Di sisi lain, karena HAM yang menjadi acuan dalam sistem demokrasi sekuler, maka pihak-pihak tertentu terus mempermasalahkan perda syariah yang dibuat daerah. Bahkan ada yang dibatalkan oleh pemerintah pusat karena dianggap bertentangan dengan kebijakan pemerintah pusat. Oleh karena itu, sistem sekularisme menumbuhsuburkan kemaksiatan ini.
Akibat penerapan sistem sekularisme yang batil, tidak ada tempat bagi penerapan syariat Islam secara kaffah. Asas yang batil tidak akan mampu memberikan solusi tuntas atas permasalahan manusia. Apalagi sekularisme bersumber pada akal manusia yang lemah.
Oleh karena LGBT disebabkan oleh sistem sekularisme yang batil, maka untuk memberantasnya secara tuntas harus dikembalikan kepada sistem yang benar. Dan hanya Islam lah sistem yang benar. Dimana seluruh aturannya bersumber dari Allah SWT yang menciptakan manusia. Sistem Islam terbukti mampu memberi solusi atas berbagai persoalan hidup khususnya masalah LGBT. Di samping sejalan dengan filosofi di Ranah Minang Sumatera Barat itu sendiri.
Penerapan Islam Kaffah Solusi Tuntas Berantas LGBT
LGBT hanya akan dapat diberantas dengan tuntas ketika Islam diterapkan secara kaffah. Islam memiliki mekanisme tiga pilar tegaknya aturan Allah yang akan mencegah adanya LGBT. Tiga pilar tersebut adalah Individu dan keluarga, masyarakat dan negara.
Pilar pertama yaitu individu dan keluarga. Penguatan akidah Islam untuk setiap individu akan mampu mencegah seseorang melakukan kemaksiatan seperti LGBT. Karena sadar bahwa aktivitas tersebut telah diharamkan oleh Allah SWT. Ditambah dengan pendidikan serta pembinaan oleh orang tuanya di dalam rumah sesuai dengan syariat Islam.
Adapun pilar kedua yaitu masyarakat. Islam memerintahkan manusia untuk senantiasa melakukan amar makruf dan nahi mungkar. Oleh karena itu, setiap kemaksiatan yang tampak di tengah-tengah masyarakat akan segera dimuhasabi oleh masyarakat yang melihat kemungkaran tersebut dengan menegur pelakunya atau bahkan dengan melaporkan kepada pihak yang berwenang.
Pilar yang ketiga adalah negara.
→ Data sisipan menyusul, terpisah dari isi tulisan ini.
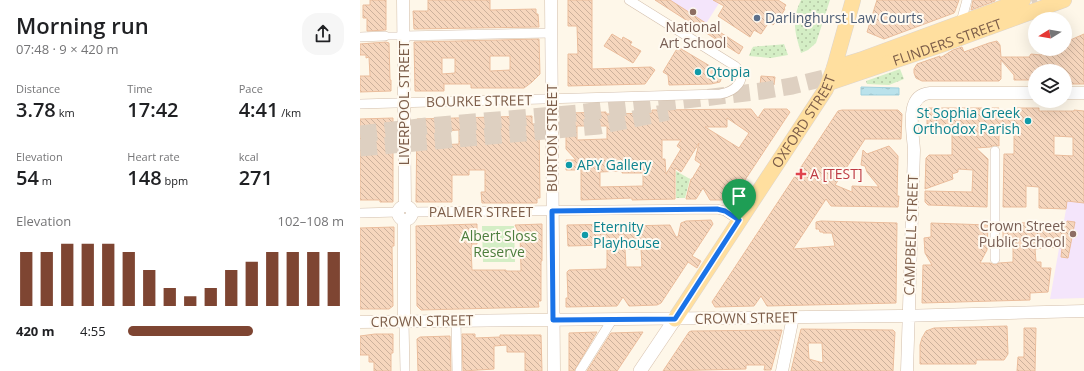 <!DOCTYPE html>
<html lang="en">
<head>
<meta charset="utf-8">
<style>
	body { margin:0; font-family:"Open Sans",sans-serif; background:#f6f6f6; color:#202124; height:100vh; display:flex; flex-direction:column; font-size:15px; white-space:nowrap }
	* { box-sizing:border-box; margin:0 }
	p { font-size:13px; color:#757577 }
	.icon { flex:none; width:22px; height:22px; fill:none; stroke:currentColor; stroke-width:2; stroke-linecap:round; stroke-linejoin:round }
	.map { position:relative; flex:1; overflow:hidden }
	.drawer { display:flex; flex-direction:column; background:#fff; width:360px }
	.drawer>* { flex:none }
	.needle { width:26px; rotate:259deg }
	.fabs { position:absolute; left:668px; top:12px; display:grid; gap:8px }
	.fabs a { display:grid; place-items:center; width:44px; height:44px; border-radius:50%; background:#fff; box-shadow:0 4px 16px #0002; font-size:20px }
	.pin { position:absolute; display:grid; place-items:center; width:34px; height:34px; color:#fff; margin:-41px -17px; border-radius:50% 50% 50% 0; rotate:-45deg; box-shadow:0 0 4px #0007 }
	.pin .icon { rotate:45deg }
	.round { display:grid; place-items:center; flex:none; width:42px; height:42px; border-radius:16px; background:#f6f6f6 }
	.headline { display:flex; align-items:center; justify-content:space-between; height:68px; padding:0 16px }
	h1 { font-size:22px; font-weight:600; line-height:30px }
	.figures { display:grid; grid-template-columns:repeat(3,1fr); gap:6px; height:68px; padding:4px 16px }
	.figures div { display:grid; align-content:center }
	.figures b { font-size:20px; font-weight:600 }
	.figures small { font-size:11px; font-weight:400 }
	.figures p { font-size:11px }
	.chart { height:112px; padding:8px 16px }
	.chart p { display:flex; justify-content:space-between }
	.chart svg { width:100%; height:72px; margin-top:4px; stroke:#7e4532; stroke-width:6 }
	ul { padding:0 16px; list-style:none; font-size:13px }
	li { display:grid; grid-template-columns:64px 48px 1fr; align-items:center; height:30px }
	li i { height:10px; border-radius:5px; background:#7e4532 }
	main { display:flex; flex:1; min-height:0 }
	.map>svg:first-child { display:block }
	.education { fill:#f4e5fb }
	.grass { fill:url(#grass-dots) }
	.park { fill:#d4eec5 }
	.water { fill:url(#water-ripples); stroke:#9fd1de }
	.building { fill:url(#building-back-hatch); stroke:#ebbd9c; fill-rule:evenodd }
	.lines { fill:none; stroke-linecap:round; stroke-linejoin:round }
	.motorway-tunnel { stroke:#ded0c1; stroke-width:17; stroke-dasharray:17 8; stroke-linecap:butt }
	.pedestrian-casing { stroke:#d3bfac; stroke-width:8 }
	.minor-casing { stroke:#d3bfac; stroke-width:10 }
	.tertiary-casing { stroke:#d3bfac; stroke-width:13 }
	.secondary-casing { stroke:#d8c1ac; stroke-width:14 }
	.primary-casing { stroke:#ddd5d0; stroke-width:16 }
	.pedestrian { stroke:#fff; stroke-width:7 }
	.minor { stroke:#fff; stroke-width:9 }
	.tertiary { stroke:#fff; stroke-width:12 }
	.secondary { stroke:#fff; stroke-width:13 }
	.primary { stroke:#ffdf9f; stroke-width:15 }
	.route-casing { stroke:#fff; stroke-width:8 }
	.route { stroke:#1a73e8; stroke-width:5 }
	.education-dot { fill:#8d6e63; stroke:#fffaf1; stroke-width:1.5 }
	.service-dot { fill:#5c6f8a; stroke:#fffaf1; stroke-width:1.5 }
	.culture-dot { fill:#0f9aa8; stroke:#fffaf1; stroke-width:1.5 }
	.health-dot { fill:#e0444e; stroke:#fffaf1; stroke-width:1.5 }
	.labels { text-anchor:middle; stroke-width:4; stroke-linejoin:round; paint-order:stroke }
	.service-label { font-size:14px; fill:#4e5e75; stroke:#fffaf1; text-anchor:start }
	.education-label { font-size:14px; fill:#785e54; stroke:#fffaf1 }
	.street-label { font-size:14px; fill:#7c5d49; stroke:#fffaf1 }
	.culture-label { font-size:14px; fill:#0d838f; stroke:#fffaf1; text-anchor:start }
	.health-label { font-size:14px; fill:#be3a42; stroke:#fffaf1; text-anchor:start }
	.park-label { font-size:14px; fill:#4c7d3c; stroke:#fffaf1 }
</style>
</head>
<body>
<main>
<section class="drawer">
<div class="headline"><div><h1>Morning run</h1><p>07:48 · 9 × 420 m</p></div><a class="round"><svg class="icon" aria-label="share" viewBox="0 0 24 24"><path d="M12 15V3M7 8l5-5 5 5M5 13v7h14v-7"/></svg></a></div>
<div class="figures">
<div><p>Distance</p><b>3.78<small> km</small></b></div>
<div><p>Time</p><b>17:42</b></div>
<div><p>Pace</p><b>4:41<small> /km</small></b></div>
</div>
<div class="figures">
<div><p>Elevation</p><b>54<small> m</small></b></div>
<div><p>Heart rate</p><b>148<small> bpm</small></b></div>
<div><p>kcal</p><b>271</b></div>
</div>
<div class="chart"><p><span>Elevation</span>102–108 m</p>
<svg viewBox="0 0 160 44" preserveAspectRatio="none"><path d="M5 44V11M15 44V11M25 44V6M35 44V6M45 44V6M55 44V11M65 44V22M75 44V33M85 44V38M95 44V33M105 44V22M115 44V17M125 44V11M135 44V11M145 44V11M155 44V11"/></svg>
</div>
<ul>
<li><b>420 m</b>4:55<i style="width:58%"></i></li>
</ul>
</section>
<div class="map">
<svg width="724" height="371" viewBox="0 0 724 371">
	<defs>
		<pattern id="grass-dots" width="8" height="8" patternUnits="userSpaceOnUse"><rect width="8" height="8" fill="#d4eec5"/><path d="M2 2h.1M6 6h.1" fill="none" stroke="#b1c4a2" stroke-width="1.8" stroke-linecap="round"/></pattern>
		<pattern id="water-ripples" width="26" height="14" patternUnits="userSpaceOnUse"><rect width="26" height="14" fill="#bae2eb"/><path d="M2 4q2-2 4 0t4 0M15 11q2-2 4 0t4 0" fill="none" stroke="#9cbac0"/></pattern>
		<pattern id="building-back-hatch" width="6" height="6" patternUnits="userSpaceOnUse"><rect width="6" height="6" fill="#f6d6bd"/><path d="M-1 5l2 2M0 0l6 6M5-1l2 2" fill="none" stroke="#ccb19c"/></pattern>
	</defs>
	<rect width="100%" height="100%" fill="#fef7e9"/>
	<path class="education" d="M295,0H361L342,30Z
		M712,176L724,178V298L690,299Z"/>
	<path class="grass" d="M441,0H470L456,43L448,50L441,53C435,32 431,21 441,0Z
		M424,44L428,55L411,58L389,56C390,54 391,49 393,47C394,46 420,45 424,44Z
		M540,69L544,79L529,85L507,84L506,81Z
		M316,171L330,179L325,198H316Z"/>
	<path class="park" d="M122,226H154L155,262H123Z"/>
	<path class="water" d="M501,87L539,88V95H501Z"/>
	<path class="building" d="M10,0H26V30L7,31V18H3V5H10Z
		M68,0H130V10L176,9V14H178L179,27L54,29L53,11H68Z
		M208,0H232V69L291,67L295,70L285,84L208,86V54H218L217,26H208Z
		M295,0H310L383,47L379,54Z
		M353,0H418L426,5L424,8L425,9L417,22H416L413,25L409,22L401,34L394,30L390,37L358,16L364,6Z
		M517,0H599L595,11L594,13L524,39L507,32Z
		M613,0H635V1L611,10Z
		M252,34L262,40L263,37L272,42L270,45L281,51L273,63L244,46Z
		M724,34V84H708V78H705V71H675V80H654V75L641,60V79L639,81H562L556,78L554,73V69L557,64L580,56V58L593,50L602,47L604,52L629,43L637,41L640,45L641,57H669L671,54L681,55L683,53H693V49H705V44H708V41Z
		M179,39L180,74L172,82L164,88H111V84H84V91H55L54,42ZM130,56H150V70L130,71ZM82,58H95V73L82,74Z
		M26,42L29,43L30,80H31V91L0,92V76H10L9,57L6,58V55H0V44Z
		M318,47L360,72L362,77L360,82L351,84L309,85L308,75L303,72Z
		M401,76L415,77L414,85H400Z
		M567,108H639V110H656V108H679V111H714V110L724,111V203L707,201L706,209L679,208V187L666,186V207H643L644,154H654V127H639V146L635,145L630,147L616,148L628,159L627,207L568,205L565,202V191L612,192L613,170L598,169V172L592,174L593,179L565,189L566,158L569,155H592V129H567ZM694,136L713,137V156L694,155Z
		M391,109L398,118L404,109H427L430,112L373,198L369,200H350L343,188L336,199H326L331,179H332L341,164L335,160L339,143L321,172L315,168V199L272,200V198L221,200V170H206V160H216L206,149V117L209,113L246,112V114L292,113V110ZM367,118L389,133L379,148L345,127H367ZM217,126H247V139L217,140ZM302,140H321L317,146L321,149L306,174L305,159H302ZM262,171V173H283V186L240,187V172Z
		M482,110H538L542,114L541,139H505L475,185L492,192V186L519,187L507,172L505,166L501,165L503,150L507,154L529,146L538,156L537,196H539L538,207L471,206L466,199L433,249L475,246L472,233H463V232H460L459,229H456V222L461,221L537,223L536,303L407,306L401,296L394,306L355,307L352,302L478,111Z
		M172,116V124H179L180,198H177V203H122L121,192H125V170H109V175H92V202H56L57,119ZM99,130V144L78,145V131Z
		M33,118V202H20V200H0V119Z
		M351,220L353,224L332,256L341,261L337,268L328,262L301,303L297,305L269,306L263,297L257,306L206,307V298H208L207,272L209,270L246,269L247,267V245L208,246L207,225L265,224V226L310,225L316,237H318L321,223L326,221ZM265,249H281L282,267H266Z
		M707,221L715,222L708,258L701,257L702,248L683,247V248L675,249L676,262H681V268H691L688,292L670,293V300L562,303L563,265H572L565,253L564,238L571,237V223L628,225L627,250L620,263H630L635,265L639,263L653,262V242H643V225L646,222L706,225Z
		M117,224V244H112L111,248L112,270H146V271H161L160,235L155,225L182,224V261H181V301H178L179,307L61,310L57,306L56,226Z
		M34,227V246H32L33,306L29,309H0V228Z
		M647,326L648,354L644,360H616V364H560V345L562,338L566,331L574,328Z
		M664,328H676L675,371H657L658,357H664Z
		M441,329L533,330L535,332L533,371H431ZM448,343H462L463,363L449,359Z
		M422,330L411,370H404L405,365H386V369L303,371L329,332L331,331Z
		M237,332L214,371H209V333Z
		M283,332L257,371H227L251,333Z
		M15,334H33V353H31V371H14V362H9V355H0V336Z
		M102,334H115V338L140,337V335H181L182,371H165V352H147V345L134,346V369L103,371Z
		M90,336L91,371H58L57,339L60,337Z"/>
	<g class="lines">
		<path class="motorway-tunnel" d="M648,10L677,0
			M0,134L67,126L218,113L402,91L432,86L484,73
			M0,148L239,126L308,112"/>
		<g class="pedestrian-casing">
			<path id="pedestrian" d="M25,36H43"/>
		</g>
		<g class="minor-casing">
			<path id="minor" d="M601,22L607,0
				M43,36L191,33
				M0,37L25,36
				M0,104L360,94C374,92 390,79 375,66L269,0
				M52,212L357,209L365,211L379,220
				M0,213L38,212
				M635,259V151
				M96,320L97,371
				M44,321L45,371
				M220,371L252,320"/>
		</g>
		<g class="tertiary-casing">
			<path id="tertiary" d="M43,0L45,205
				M191,0L194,371
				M705,93H724
				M38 213a7 7 0 1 1 14 0a7 7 0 1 1-14 0Z
				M44,220V321
				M0,322L540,316L724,311
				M422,371L433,317
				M547,371L554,150C553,131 544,95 570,93H675"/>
		</g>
		<g class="secondary-casing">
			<path id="secondary" d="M280,371L315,319"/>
		</g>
		<g class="primary-casing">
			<g id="primary">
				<path d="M474,68L500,60L663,0"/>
				<path id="s1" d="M469,83L581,45L704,0"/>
				<path id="s2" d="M315,319L466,89L474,68L493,0"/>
			</g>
		</g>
		<use href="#pedestrian" class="pedestrian"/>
		<use href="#minor" class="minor"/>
		<use href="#tertiary" class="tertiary"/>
		<use href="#secondary" class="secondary"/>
		<use href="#primary" class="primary"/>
	</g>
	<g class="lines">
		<g class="route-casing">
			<path id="route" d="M357,209L365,211L379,220L315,319L193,320L192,211Z"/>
		</g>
		<use href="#route" class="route"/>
	</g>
	<g class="education-dot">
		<circle cx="333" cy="12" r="4"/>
		<circle cx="713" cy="234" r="4"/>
	</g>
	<circle class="service-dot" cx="397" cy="18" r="4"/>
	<g class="culture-dot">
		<circle cx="338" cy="72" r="4"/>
		<circle cx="668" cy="121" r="4"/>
		<circle cx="209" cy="165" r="4"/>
		<circle cx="225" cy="235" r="4"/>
	</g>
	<path class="health-dot" d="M439 168h4v4h4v4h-4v4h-4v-4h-4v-4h4z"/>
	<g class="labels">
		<g class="service-label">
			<text x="405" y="23">Darlinghurst Law Courts</text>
		</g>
		<g class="education-label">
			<text x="333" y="32">National<tspan x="333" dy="16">Art School</tspan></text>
			<text x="705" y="231" text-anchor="end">Crown Street<tspan x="705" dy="16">Public School</tspan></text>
		</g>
		<g class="street-label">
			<text dy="5" stroke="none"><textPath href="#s1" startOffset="125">FLINDERS STREET</textPath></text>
			<text transform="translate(119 101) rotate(-1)" y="5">BOURKE STREET</text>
			<text transform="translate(44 103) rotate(-90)" y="5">LIVERPOOL STREET</text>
			<text dy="5" stroke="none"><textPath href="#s2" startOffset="236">OXFORD STREET</textPath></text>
			<text transform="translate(192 138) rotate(-90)" y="5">BURTON STREET</text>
			<text x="121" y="217">PALMER STREET</text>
			<text transform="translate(551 235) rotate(-88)" y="5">CAMPBELL STREET</text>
			<text transform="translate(386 318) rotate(-1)" y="5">CROWN STREET</text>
			<text transform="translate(62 321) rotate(-1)" y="5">CROWN STREET</text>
		</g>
		<g class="culture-label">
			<text x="346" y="77">Qtopia</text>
			<text x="660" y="118" text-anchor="end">St Sophia Greek<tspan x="660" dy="16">Orthodox Parish</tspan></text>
			<text x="217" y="170">APY Gallery</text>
			<text x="233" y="232">Eternity<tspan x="233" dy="16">Playhouse</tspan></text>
		</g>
		<g class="health-label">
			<text x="450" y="179">A [TEST]</text>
		</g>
		<g class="park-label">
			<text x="139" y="241">Albert Sloss<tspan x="139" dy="16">Reserve</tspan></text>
		</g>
	</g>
</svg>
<div class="fabs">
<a><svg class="needle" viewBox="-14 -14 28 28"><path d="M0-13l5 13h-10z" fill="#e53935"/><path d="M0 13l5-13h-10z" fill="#757577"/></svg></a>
<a><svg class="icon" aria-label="layers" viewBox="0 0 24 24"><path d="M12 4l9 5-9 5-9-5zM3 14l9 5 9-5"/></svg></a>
</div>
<div class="pin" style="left:379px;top:220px;background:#1e9e55"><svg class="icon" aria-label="arrive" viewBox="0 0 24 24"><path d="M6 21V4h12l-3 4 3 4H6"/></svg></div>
</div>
</main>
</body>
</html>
Negara adalah pilar yang memiliki pengaruh besar dalam memberantas LGBT karena melalui negaralah segala aturan diberlakukan. Di antaranya terkait dengan sistem pergaulan/sosial, negara akan menetapkan hukum sesuai syariat Allah yang mengatur hubungan antara laki-laki dan perempuan dan orientasi seksualnya. Melalui sistem pendidikan, negara akan menjadi pelindung dan penjaga umat agar tetap berada dalam ketaatan pada Allah. Kemudian penerapan sistem sanksi sesuai syariat Islam yang tegas akan mampu memberi efek jera atas pelanggaran hukum syara termasuk dalam penyimpangan orientasi seksual. Dan yang tidak kalah penting adalah negara akan menutup rapat setiap celah yang akan membuka peluang pelanggaran hukum syara.
Penerapan syariat Islam secara kaffah khususnya untuk memberantas LGBT tidak akan terwujud dalam sistem demokrasi. Karena keduanya saling bertolak belakang layaknya kutub utara dan kutub selatan. Peraturannya hanya akan menjadi sebatas ide saja layaknya dongeng atau kisah yang dibacakan sebelum tidur atau sekadar omongan belaka. Oleh karena itu, untuk menerapkannya umat membutuhkan sistem khilafah. Karena sistem khilafah lah satu-satunya sistem yang akan menerapkan seluruh aturan Islam.